* Sentiment supported as Wall St looks past soft US data
* Nikkei not as fortunate as the dollar falls on the yen
* China loan data seen as positive, Japan GDP ahead
By Wayne Cole
SYDNEY, Feb 17 Asian markets could take heart on
Monday after Wall Street managed to look past more soft U.S.
data, though Japanese stocks will be pressured by a stronger yen
as the dollar loses altitude.
Turnover is likely to be thinned with U.S. markets closed
for Presidents' Day, but Australian shares set the early tone
with a rise of 0.4 percent. MSCI's broadest index of
Asia-Pacific shares outside Japan added 0.2
percent, having bounced 5 percent in seven sessions.
The Nikkei may not fare as well since the dollar had
slipped under 102 yen to hover at 101.74 on Monday. A
stronger yen is viewed as negative for Japanese exports and
corporate profits, and often prompts knee-jerk selling in
In contrast, a lower dollar tends to be positive for
commodities priced in that currency, helping lift gold to near a
three-month peak at $1,319.89.
The main data on Monday will be Japan's gross domestic
product (GDP) report, which is forecast to show annualised
growth of 2.8 percent for the fourth quarter.
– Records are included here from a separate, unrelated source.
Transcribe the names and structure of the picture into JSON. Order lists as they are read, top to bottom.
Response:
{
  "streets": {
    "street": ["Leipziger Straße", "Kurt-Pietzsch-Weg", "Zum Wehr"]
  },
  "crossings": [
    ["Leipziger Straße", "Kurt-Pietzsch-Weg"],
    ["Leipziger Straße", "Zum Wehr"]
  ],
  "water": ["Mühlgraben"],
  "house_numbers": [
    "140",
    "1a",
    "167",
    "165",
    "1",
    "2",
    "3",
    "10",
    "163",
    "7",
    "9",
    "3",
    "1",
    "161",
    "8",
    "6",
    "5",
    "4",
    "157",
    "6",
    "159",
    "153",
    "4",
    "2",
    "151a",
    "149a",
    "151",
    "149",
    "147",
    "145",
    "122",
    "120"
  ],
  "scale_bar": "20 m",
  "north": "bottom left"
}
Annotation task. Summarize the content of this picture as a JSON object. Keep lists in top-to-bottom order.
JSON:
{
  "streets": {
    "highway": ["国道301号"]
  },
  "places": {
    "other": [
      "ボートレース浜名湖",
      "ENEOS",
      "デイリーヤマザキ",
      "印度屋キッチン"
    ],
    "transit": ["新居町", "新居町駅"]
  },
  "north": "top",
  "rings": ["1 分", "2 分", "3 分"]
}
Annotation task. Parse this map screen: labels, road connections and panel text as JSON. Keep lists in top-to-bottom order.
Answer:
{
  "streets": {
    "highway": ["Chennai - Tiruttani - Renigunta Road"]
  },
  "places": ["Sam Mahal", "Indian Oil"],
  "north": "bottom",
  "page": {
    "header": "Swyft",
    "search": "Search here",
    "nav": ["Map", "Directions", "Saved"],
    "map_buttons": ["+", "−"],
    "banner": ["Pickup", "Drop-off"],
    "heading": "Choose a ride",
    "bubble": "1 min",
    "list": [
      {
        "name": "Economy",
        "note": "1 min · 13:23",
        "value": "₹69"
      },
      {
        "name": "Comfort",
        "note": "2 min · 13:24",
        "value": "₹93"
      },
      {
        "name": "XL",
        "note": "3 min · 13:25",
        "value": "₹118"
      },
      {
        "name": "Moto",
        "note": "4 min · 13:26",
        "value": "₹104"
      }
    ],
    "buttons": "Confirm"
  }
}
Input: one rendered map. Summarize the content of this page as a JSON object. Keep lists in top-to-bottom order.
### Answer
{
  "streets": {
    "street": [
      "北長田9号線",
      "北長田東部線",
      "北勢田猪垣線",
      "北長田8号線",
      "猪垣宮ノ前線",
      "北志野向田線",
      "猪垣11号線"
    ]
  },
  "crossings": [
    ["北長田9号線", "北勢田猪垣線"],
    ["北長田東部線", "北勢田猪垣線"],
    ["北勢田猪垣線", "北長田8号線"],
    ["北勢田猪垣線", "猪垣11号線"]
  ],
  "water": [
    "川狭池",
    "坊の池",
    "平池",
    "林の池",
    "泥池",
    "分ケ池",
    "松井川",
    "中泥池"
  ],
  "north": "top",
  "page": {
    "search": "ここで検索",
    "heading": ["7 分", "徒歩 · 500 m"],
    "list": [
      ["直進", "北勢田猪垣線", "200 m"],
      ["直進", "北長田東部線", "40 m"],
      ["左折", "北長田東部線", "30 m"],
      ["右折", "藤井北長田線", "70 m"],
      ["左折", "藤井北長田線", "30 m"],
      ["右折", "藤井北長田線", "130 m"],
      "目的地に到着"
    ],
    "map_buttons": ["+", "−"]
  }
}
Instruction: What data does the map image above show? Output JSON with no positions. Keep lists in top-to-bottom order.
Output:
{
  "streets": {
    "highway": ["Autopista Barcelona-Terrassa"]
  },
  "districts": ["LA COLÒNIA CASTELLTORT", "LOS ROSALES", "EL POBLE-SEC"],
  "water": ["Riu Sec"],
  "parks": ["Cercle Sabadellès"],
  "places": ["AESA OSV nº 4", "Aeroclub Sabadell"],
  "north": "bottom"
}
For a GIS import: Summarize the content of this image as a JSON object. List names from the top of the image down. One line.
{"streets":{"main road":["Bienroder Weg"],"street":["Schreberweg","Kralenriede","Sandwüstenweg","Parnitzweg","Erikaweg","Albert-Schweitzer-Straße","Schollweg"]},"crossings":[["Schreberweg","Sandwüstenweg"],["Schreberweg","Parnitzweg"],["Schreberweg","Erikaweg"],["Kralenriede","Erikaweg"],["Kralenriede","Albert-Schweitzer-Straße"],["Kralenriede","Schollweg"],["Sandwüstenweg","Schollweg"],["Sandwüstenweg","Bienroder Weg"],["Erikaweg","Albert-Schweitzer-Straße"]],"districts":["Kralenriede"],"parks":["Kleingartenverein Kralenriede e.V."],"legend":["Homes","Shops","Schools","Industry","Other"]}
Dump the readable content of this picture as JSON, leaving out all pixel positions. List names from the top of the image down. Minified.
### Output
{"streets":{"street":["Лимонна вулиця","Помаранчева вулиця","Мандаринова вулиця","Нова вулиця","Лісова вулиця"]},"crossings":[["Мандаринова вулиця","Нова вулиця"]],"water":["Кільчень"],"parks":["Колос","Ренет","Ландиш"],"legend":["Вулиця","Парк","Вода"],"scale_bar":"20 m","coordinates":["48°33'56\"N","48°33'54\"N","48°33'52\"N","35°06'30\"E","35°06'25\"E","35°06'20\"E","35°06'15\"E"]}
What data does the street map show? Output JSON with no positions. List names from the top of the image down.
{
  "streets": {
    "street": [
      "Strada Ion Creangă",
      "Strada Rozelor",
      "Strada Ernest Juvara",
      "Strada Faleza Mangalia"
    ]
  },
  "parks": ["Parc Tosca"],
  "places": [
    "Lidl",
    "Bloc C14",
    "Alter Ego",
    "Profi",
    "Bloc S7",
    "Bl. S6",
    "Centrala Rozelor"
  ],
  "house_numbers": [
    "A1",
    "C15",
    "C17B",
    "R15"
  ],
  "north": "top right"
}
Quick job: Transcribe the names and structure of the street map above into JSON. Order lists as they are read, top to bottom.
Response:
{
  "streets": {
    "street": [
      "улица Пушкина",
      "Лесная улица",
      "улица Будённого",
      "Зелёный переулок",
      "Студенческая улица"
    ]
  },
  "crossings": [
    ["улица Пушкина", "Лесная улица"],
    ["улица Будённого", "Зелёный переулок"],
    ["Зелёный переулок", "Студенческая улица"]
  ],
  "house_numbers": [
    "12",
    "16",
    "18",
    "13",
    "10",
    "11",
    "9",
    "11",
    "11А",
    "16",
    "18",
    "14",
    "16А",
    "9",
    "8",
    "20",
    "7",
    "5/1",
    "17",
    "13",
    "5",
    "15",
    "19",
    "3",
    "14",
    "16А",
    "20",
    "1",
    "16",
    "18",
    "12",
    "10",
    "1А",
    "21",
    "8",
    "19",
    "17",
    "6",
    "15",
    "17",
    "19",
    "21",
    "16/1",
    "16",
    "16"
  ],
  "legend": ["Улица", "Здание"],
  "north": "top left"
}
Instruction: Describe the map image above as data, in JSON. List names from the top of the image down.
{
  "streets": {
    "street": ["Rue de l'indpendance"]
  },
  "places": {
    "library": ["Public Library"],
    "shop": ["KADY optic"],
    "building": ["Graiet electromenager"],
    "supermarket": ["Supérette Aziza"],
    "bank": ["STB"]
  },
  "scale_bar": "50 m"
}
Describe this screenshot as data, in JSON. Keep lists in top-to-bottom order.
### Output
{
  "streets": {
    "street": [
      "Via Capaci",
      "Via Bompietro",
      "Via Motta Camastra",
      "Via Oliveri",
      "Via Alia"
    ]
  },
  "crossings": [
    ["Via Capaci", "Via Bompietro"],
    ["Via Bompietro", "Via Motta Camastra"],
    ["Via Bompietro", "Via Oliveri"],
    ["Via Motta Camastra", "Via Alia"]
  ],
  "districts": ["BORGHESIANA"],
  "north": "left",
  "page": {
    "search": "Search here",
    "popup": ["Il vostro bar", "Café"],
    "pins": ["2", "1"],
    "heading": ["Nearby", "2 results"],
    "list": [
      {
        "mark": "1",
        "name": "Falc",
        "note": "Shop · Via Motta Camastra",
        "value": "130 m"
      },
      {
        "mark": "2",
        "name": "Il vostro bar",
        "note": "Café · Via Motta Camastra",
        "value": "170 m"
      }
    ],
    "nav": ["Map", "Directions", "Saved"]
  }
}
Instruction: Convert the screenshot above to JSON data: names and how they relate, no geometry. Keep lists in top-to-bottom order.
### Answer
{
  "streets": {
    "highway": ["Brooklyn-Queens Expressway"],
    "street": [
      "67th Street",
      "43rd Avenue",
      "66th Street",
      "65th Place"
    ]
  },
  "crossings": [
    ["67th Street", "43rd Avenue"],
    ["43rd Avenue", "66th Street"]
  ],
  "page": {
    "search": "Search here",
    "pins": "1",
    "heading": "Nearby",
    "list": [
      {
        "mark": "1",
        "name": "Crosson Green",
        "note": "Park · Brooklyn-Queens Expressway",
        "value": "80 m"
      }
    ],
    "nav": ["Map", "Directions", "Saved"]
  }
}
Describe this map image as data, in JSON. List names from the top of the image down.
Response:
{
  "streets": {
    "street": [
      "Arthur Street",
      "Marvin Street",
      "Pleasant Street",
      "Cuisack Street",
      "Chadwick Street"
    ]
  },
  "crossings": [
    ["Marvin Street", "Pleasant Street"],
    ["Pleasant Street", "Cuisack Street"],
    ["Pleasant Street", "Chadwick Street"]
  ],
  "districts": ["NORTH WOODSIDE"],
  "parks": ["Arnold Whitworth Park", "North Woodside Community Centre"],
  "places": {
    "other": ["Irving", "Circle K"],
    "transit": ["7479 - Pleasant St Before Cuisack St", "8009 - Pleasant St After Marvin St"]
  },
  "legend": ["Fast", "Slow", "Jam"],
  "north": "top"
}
On Wall Street, the Dow ended Friday up 0.79 percent,
while the S&P 500 gained 0.48 percent. The MSCI global
stock index climbed 0.5 percent on Friday,
bringing its gains to 5 percent in eight sessions.
The gains came despite a disappointing reading on U.S.
industrial output, with markets seemingly content to put much of
the weakness down to bad weather.
For equity investors, the run of soft figures recently has a
silver lining in that it lessens the risk of the Federal Reserve
speeding up its tapering plans, while keeping any hike in rates
a very distant prospect.
"The Fed expects to continue tapering, but will be patient
when it comes to raising rates," said Michael Gapen, an
economist at Barclays.
He noted the Bank of England had signalled similar patience
with its policy, while the European Central Bank and the Bank of
Japan were under pressure to ease yet further.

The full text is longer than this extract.